*WORK REQUEST:*
In the entries below, find every line with the string "bounding" and copy it.

*TASK INPUTS:*
== == ==

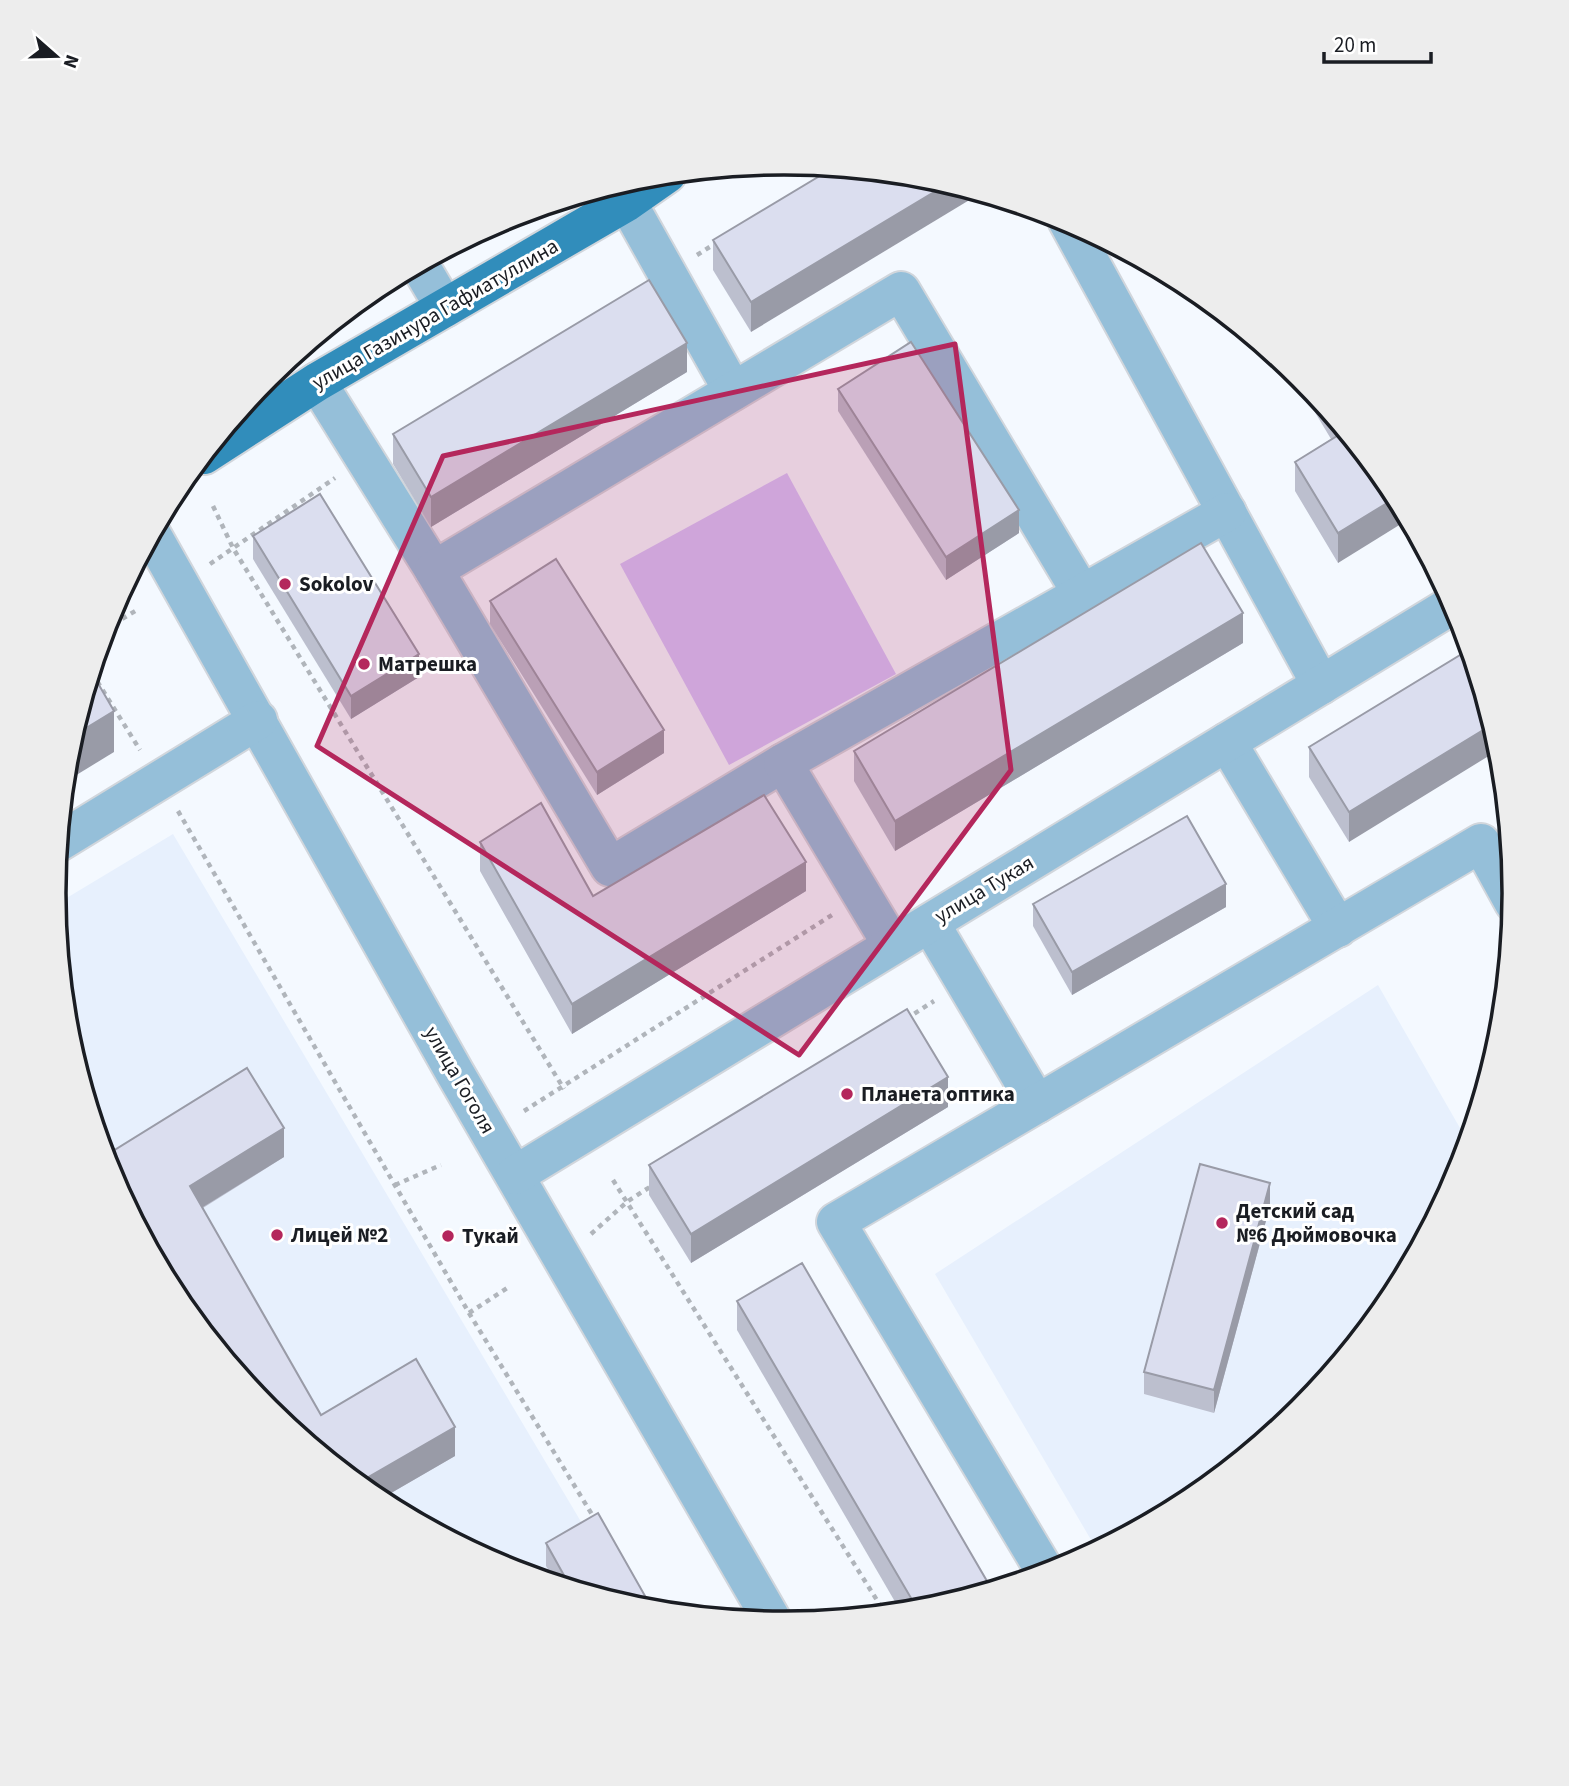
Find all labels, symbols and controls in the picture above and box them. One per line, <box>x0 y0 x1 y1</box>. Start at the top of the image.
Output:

== == ==

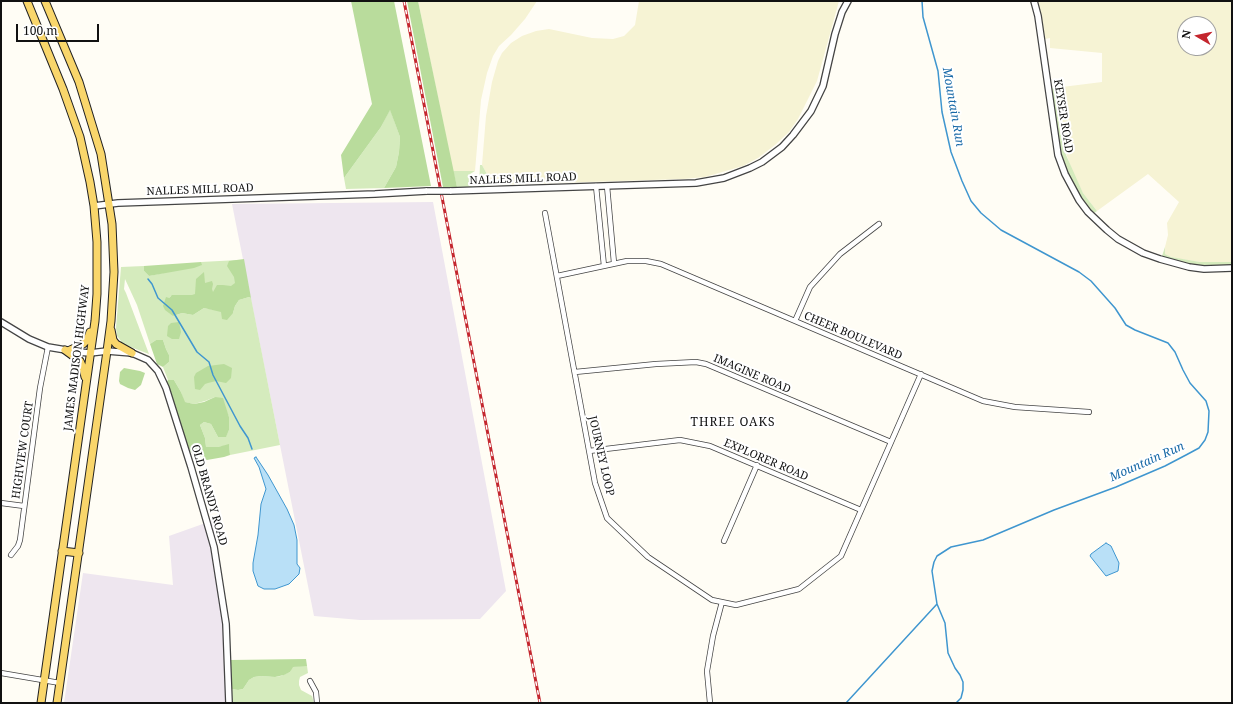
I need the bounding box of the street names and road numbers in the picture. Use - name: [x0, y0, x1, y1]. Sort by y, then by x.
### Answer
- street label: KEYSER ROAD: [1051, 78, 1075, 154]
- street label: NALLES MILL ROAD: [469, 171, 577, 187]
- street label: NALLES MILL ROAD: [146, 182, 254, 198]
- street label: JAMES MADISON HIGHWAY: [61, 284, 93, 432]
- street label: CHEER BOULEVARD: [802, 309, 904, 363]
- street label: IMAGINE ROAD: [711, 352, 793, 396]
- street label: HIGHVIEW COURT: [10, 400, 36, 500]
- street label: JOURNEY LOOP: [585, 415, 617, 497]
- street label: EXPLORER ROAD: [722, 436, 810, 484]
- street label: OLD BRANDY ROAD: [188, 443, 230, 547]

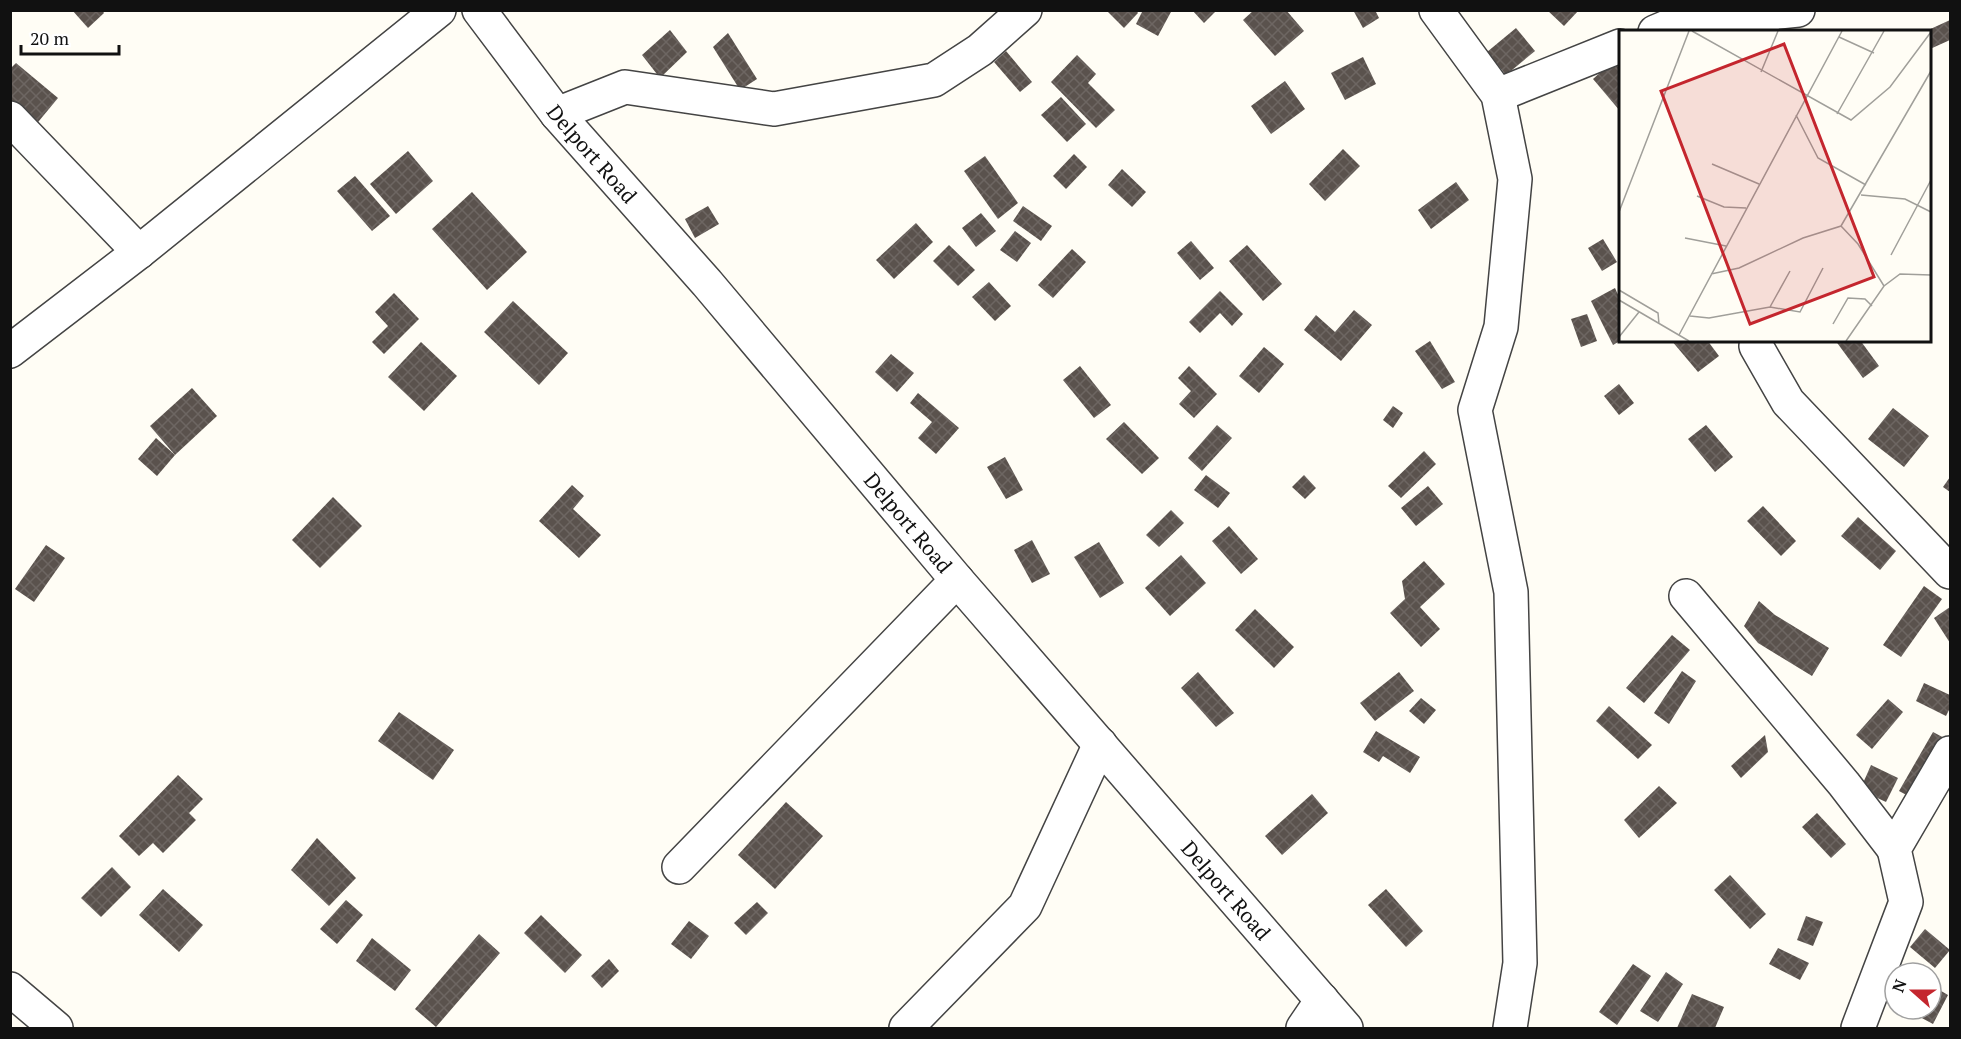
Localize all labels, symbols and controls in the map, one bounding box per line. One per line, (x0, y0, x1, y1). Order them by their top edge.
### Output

== == ==

*ANSWER:*
I need the bounding box of the street names and road numbers in the picture. Use - name: [x0, y0, x1, y1]. Sort by y, then by x.
Localize all labels, symbols and controls in the map, one bounding box per line. One per line, (x0, y0, x1, y1). Order them by their top edge.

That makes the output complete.